After the defeat of the courthouse bond, the county began pursuing ownership of the 1936 United States Courthouse that had recently been left vacant by the completion of a new federal courthouse complex. At a press conference on December 29, 2016, officials from Travis County and the federal judiciary and local U.S. Representative Lloyd Doggett announced that ownership of the old federal courthouse had been transferred to Travis County. The county then budgeted $28 million to bring the structure up to current building codes and adapt it to house the county probate courts by 2020.

On July 10, 2018, Travis County entered a negotiation agreement with developers to design and build a new downtown court facility, and on January 15, 2019, the county approved funding for the project. Construction began with a groundbreaking ceremony on May 31, 2019, with the new facility scheduled for completion in 2022.

===Namesake===

In 1946, an African-American law student named Heman Marion Sweatt was denied admission to the University of Texas School of Law on the grounds that the Constitution of Texas prohibited racially integrated education. Sweatt sued the University with the support of the NAACP, and his suit was heard in Texas District Court in the Travis County Courthouse in June 1946 and again in May 1947, where Sweatt's case was argued by a young Thurgood Marshall.

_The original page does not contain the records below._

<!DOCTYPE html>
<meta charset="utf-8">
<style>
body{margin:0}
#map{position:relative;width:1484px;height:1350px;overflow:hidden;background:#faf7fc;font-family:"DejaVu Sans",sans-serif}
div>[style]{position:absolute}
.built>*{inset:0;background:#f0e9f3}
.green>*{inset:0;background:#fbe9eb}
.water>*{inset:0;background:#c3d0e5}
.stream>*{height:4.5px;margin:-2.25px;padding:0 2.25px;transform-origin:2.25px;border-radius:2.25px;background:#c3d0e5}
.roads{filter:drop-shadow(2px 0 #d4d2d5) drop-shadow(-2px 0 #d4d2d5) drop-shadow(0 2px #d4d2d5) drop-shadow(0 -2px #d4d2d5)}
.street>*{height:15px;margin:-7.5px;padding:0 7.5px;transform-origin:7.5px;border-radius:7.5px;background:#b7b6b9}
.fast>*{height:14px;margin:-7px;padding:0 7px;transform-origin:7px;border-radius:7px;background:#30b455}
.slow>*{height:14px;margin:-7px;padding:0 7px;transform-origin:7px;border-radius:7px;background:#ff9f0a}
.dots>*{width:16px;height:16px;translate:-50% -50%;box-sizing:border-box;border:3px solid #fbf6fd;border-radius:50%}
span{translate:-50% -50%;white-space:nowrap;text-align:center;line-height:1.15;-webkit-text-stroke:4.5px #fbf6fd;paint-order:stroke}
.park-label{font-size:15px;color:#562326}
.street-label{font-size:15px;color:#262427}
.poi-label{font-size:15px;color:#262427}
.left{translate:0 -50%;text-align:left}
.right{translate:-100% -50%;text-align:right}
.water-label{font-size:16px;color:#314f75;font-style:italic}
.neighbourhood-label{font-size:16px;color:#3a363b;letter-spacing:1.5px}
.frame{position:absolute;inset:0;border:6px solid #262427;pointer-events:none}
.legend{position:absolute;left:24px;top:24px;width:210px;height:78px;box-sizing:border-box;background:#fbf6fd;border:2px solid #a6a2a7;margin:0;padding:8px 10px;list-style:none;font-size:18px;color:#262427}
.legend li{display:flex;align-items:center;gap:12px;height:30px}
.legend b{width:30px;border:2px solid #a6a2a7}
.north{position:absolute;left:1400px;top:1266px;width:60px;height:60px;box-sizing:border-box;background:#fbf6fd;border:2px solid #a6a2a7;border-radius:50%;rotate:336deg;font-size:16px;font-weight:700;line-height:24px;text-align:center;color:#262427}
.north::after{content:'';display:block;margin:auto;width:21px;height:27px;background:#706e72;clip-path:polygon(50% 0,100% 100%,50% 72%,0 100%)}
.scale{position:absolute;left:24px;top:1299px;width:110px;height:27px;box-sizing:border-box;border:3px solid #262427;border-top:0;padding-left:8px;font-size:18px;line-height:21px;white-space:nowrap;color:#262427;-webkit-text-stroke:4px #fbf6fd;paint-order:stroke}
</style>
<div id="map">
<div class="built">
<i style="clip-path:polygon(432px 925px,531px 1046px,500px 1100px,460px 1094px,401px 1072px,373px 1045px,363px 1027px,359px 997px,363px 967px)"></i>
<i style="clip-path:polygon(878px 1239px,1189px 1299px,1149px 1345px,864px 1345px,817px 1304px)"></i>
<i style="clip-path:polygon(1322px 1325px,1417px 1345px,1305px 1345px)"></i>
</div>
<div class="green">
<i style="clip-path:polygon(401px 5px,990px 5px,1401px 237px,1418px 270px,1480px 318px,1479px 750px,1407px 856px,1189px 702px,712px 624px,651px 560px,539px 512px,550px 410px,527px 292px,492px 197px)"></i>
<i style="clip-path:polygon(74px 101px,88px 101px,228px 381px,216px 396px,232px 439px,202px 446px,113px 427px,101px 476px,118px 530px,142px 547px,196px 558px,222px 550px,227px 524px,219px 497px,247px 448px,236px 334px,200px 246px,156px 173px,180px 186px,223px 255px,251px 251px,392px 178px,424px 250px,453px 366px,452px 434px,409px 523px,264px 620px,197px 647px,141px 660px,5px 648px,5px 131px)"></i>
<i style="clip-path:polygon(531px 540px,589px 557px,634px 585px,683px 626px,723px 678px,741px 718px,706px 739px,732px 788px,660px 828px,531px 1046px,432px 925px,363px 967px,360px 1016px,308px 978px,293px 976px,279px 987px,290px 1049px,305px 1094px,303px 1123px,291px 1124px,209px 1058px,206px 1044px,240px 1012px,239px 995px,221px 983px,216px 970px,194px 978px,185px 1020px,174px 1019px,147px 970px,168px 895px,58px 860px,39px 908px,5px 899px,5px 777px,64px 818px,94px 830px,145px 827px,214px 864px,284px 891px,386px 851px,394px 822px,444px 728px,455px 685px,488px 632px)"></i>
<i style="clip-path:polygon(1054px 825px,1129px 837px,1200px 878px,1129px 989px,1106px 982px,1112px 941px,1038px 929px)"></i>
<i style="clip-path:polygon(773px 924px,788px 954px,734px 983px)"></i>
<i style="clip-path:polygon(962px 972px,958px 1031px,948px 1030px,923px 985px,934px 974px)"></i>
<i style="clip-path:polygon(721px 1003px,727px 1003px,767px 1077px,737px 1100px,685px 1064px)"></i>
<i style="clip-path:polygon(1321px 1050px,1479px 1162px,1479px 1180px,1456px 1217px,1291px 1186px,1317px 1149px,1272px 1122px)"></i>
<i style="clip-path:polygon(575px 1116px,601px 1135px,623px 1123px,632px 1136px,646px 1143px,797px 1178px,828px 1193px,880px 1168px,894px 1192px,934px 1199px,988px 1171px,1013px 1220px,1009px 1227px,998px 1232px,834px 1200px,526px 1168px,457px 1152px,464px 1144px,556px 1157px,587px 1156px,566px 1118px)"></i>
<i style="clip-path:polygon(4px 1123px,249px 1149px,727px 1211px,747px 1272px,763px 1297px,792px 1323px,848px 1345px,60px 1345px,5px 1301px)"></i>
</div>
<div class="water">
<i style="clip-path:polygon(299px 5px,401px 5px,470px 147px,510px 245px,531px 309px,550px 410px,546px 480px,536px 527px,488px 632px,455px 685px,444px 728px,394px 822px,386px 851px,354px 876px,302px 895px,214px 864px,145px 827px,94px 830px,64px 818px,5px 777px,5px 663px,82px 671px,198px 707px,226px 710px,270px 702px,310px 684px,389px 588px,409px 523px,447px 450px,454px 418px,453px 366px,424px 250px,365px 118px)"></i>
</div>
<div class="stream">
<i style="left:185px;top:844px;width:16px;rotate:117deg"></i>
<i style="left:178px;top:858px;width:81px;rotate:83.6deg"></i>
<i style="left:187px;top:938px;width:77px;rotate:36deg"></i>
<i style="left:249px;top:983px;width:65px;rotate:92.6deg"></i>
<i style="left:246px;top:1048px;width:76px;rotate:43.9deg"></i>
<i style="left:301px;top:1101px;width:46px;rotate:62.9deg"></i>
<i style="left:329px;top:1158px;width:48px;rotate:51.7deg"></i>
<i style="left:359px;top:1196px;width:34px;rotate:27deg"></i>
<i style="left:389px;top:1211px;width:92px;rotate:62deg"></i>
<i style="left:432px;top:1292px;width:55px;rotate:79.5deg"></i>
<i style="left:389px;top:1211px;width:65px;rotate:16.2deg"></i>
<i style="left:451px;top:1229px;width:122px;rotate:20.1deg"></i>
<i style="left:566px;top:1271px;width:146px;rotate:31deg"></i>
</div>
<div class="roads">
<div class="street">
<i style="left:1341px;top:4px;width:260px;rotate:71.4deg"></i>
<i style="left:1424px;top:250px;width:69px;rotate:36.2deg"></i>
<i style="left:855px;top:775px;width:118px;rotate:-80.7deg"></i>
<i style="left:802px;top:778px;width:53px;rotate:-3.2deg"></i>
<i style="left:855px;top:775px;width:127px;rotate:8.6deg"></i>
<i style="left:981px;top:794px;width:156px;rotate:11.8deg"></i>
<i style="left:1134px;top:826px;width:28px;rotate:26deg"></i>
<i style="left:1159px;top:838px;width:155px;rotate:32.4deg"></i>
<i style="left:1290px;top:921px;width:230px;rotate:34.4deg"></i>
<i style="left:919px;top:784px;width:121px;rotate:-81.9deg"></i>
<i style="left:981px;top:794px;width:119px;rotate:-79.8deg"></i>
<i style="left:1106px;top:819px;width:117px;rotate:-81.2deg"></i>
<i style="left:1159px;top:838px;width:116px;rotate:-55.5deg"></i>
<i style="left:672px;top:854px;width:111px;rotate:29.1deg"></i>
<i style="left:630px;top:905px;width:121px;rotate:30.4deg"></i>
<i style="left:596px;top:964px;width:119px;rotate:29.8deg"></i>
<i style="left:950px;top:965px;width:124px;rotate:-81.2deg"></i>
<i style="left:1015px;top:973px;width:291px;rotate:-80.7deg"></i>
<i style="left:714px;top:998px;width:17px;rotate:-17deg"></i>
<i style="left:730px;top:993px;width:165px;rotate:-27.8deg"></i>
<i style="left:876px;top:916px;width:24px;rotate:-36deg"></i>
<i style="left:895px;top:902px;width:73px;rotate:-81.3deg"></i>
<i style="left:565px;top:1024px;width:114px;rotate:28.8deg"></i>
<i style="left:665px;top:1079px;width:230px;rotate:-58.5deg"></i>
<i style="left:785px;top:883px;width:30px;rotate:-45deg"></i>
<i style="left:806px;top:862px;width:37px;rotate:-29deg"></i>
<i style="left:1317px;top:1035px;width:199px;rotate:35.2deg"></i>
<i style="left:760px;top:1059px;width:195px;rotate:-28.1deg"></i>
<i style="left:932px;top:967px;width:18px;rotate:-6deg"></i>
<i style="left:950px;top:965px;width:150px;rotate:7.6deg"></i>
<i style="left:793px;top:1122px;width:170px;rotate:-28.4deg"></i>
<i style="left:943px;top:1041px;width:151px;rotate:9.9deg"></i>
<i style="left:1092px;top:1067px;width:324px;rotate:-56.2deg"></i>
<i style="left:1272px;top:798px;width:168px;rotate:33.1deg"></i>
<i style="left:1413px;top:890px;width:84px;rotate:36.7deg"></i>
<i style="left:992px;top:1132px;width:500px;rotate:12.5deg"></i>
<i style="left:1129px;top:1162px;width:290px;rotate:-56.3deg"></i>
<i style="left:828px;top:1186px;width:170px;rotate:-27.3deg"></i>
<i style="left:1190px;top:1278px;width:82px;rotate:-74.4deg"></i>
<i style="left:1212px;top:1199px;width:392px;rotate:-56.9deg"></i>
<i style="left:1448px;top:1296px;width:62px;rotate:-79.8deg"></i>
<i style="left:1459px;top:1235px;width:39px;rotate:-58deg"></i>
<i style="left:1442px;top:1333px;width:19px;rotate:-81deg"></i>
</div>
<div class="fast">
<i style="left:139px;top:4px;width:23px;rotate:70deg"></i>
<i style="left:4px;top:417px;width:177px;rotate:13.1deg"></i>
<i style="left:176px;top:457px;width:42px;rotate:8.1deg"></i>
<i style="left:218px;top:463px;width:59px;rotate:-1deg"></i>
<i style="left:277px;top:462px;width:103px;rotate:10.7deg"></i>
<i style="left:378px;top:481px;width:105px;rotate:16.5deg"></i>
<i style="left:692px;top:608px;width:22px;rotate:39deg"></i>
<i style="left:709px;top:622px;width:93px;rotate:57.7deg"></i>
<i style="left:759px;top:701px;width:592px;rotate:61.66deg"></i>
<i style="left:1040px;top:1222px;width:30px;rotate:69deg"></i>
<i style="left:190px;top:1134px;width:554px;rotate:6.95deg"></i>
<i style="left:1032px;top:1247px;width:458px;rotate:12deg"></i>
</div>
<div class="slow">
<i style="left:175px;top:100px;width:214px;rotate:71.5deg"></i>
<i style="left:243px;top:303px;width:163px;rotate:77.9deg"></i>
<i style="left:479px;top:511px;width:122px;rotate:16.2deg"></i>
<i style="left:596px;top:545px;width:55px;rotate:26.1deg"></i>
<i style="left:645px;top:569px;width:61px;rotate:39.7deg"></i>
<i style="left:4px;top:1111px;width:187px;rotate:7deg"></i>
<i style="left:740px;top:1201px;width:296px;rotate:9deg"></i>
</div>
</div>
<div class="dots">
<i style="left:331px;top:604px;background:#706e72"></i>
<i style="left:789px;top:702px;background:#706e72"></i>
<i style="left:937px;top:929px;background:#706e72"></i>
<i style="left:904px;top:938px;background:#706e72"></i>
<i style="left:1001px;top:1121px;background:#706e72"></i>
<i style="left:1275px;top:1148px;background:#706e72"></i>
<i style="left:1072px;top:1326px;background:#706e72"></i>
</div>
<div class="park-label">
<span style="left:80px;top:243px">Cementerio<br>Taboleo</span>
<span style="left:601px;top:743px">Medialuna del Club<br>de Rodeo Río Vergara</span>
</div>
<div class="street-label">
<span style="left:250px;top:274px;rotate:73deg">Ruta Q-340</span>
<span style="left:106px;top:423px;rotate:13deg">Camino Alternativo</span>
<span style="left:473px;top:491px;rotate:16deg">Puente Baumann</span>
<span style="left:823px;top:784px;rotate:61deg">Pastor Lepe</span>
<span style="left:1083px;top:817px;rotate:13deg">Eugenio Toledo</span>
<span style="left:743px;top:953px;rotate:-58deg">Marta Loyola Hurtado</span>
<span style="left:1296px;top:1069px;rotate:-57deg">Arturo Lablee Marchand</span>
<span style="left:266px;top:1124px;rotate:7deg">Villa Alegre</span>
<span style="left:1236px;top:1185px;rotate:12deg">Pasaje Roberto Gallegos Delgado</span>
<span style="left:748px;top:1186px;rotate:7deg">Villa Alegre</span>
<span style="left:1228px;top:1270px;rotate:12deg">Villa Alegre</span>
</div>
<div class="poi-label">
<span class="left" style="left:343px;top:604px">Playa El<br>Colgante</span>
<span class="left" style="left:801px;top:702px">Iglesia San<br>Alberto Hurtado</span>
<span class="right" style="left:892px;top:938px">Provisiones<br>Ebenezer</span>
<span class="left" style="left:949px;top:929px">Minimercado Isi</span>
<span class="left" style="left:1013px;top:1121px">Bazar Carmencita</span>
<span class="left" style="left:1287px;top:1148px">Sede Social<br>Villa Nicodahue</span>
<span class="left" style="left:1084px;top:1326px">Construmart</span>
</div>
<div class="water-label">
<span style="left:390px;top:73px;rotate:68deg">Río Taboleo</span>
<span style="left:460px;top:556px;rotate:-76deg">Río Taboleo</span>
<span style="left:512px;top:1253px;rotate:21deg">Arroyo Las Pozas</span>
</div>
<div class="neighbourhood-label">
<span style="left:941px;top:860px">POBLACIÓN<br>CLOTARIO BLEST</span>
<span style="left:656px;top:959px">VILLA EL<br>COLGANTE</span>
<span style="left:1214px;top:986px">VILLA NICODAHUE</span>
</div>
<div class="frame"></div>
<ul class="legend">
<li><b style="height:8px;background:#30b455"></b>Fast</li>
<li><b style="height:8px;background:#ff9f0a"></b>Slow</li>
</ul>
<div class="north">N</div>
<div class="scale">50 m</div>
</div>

After the state established a temporary "School of Law of the Texas State University for Negroes," the district court found that the state had fulfilled its constitutional obligations to Sweatt; Sweatt appealed his suit to the Supreme Court of the United States, however, and in 1950 the Supreme Court ruled in Sweatt v. Painter that Sweatt should be admitted to the University of Texas. On October 21, 2005, Travis County renamed its courthouse the "Heman Marion Sweatt Travis County Courthouse" in honor of this notable trial in the history of the Civil Rights Movement.

==Architecture==

The carved lintel above the main entrance in the east facade

The Travis County Courthouse is a six-story steel-and-concrete building clad with cream-colored limestone. Its design exemplifies the PWA Moderne architectural style of many Great Depression-era public buildings, with its symmetrical rectangular forms, recessed vertical window bays, and smooth stonework exterior decorated with neoclassical flourishes and geometric detailing. The building was designed by the firm of local architect Charles Henry Page (well known for his work on other Texas courthouses of the period). The construction contractor was H.E. Wattinger.

===Exterior===
The original main entry (now closed for security reasons) is in the east facade, where a staircase leads from street level up to bronze doors within a projecting doorframe, with an elaborately carved lintel depicting a judge releasing shackled prisoners to a celebrating crowd. The windows in the building's central mass are joined into five recessed vertical window bays, with decorative cast-iron spandrels between the windows and pilasters running vertically between bays. The facade was originally symmetrical north and south, but large expansions to the north side (added during renovations in 1958 and 1962) now give the building a lopsided silhouette.

===Interior===
The building's interior exhibits Art Moderne and Art Deco finishes and detailing. The structure was originally built to hold three courts and all county government offices, with the county jail on the top two floors. As of 2017, it now houses two county civil courts, a justice of the peace court, thirteen Texas district courts, two district clerks, and two probate courts, though the probate courts are set to be relocated into the former federal courthouse building by 2020.